Action item: Below are records; count the lines that contain "function" and state only that count.

Material supplied:
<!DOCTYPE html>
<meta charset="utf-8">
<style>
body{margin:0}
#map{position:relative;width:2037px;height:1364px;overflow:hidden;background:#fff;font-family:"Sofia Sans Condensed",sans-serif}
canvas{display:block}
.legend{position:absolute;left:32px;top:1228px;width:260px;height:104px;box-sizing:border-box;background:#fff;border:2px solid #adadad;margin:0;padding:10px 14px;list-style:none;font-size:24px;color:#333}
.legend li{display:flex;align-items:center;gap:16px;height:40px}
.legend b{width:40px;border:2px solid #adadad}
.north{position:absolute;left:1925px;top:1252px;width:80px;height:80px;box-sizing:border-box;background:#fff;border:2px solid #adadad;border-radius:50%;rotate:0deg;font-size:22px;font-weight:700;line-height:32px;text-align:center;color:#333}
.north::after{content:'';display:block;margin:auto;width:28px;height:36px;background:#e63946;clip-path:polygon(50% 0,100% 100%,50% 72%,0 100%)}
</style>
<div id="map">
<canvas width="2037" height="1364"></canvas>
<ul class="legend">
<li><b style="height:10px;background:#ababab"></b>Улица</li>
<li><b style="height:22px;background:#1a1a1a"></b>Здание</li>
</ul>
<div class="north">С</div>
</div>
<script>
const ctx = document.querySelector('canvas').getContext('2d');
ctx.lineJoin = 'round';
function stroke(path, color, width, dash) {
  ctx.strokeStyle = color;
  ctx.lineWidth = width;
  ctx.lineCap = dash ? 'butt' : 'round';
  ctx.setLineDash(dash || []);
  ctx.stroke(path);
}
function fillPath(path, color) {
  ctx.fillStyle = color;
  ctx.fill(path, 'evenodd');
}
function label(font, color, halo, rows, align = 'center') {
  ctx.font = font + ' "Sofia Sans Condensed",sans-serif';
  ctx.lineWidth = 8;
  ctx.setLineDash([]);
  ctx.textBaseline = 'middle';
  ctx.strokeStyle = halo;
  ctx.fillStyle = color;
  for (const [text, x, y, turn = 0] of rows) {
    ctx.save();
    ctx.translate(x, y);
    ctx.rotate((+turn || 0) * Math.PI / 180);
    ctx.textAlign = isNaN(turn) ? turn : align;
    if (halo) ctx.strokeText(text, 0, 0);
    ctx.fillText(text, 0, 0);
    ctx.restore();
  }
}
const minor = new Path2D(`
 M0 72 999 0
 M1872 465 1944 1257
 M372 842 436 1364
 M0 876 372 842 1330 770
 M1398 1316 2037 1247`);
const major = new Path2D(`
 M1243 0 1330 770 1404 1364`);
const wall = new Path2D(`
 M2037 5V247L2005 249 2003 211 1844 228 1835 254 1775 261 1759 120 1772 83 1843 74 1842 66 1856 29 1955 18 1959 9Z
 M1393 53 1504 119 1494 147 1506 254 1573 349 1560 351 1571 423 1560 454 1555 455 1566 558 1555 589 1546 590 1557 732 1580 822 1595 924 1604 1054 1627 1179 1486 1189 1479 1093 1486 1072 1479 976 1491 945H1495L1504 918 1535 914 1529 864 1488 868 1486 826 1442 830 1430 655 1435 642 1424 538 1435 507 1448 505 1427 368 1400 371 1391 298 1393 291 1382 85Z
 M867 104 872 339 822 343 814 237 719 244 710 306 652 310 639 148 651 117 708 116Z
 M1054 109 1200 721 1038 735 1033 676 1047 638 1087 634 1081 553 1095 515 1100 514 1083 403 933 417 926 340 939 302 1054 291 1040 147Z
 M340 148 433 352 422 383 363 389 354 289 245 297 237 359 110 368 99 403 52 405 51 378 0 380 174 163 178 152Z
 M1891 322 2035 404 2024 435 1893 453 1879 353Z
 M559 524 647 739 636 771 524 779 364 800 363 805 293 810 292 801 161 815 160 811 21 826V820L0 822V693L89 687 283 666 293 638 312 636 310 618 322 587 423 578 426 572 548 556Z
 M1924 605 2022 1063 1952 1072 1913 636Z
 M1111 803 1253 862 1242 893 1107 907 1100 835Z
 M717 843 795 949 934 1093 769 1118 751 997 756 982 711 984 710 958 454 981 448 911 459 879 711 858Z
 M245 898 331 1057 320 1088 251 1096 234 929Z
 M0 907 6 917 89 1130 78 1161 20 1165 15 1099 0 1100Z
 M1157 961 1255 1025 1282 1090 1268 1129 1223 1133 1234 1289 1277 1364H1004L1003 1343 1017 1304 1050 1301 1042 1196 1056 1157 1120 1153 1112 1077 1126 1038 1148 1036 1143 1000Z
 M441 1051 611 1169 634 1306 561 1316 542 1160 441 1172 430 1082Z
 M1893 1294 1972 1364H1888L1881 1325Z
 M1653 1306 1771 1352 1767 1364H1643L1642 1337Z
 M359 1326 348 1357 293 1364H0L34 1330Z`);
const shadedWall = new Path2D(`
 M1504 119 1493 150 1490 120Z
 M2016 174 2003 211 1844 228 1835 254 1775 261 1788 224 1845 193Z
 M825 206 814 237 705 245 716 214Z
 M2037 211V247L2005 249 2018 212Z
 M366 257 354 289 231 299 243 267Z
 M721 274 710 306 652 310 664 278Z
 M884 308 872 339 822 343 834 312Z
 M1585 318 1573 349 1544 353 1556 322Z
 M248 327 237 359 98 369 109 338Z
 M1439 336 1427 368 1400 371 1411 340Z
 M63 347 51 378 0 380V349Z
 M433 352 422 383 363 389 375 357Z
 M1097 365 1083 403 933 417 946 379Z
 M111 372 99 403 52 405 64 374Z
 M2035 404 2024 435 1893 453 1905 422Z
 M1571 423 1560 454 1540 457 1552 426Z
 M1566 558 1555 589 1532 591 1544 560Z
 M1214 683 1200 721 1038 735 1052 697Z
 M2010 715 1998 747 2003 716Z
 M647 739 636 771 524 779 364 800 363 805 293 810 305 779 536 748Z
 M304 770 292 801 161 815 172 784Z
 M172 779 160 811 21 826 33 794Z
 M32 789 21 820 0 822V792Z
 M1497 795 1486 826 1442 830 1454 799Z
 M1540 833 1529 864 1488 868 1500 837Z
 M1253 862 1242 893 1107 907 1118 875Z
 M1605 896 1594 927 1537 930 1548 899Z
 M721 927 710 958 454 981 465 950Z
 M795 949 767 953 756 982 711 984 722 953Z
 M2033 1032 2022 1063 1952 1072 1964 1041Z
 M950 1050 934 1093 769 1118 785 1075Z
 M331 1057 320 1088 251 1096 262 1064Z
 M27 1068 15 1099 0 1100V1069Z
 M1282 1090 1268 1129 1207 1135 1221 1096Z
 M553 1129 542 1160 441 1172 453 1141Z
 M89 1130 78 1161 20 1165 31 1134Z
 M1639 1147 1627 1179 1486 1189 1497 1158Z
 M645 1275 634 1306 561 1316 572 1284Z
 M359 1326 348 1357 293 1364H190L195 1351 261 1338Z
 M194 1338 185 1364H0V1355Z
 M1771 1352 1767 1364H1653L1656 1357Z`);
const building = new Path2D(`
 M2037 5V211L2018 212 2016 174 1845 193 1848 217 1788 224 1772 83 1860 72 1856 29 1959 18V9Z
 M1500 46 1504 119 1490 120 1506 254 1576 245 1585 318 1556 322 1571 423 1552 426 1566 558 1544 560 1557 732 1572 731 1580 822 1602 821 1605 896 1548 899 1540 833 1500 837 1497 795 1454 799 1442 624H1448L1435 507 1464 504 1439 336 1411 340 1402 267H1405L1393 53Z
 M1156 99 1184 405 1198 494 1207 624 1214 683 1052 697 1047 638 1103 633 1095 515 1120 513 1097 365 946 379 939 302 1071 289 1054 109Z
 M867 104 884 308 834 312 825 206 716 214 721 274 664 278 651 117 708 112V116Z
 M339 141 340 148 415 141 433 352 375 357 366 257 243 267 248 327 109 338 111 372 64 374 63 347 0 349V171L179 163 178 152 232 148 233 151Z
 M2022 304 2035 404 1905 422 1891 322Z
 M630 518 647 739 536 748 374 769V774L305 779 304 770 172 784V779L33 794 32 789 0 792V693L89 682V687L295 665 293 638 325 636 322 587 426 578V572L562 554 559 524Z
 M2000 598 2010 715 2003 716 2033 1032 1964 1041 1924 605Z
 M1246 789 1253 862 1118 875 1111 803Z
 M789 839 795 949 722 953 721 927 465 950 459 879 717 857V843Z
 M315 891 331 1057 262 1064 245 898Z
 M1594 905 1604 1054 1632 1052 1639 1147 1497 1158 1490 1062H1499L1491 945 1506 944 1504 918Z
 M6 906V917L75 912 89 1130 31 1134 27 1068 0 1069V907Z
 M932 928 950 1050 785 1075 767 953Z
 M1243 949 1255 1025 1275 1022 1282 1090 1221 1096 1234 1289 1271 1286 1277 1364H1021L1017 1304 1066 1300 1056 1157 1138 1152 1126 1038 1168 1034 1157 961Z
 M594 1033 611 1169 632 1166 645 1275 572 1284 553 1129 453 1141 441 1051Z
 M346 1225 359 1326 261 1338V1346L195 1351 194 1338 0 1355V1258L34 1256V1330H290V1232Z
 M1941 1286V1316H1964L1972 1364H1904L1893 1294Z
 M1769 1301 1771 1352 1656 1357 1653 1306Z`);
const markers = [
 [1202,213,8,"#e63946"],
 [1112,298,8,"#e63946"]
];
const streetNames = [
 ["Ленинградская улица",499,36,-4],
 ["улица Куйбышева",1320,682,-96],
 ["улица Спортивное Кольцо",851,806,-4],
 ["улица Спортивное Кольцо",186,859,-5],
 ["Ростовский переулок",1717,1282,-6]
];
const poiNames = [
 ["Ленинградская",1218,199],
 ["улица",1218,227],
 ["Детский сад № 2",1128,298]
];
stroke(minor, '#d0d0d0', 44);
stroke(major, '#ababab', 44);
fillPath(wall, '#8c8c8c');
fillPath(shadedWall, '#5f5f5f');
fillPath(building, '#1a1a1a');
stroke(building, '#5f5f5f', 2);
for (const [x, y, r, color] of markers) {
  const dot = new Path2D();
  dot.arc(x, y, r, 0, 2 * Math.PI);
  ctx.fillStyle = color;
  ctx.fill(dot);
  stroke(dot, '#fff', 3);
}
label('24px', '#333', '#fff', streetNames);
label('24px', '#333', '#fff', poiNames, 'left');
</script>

Response for this exercise: 3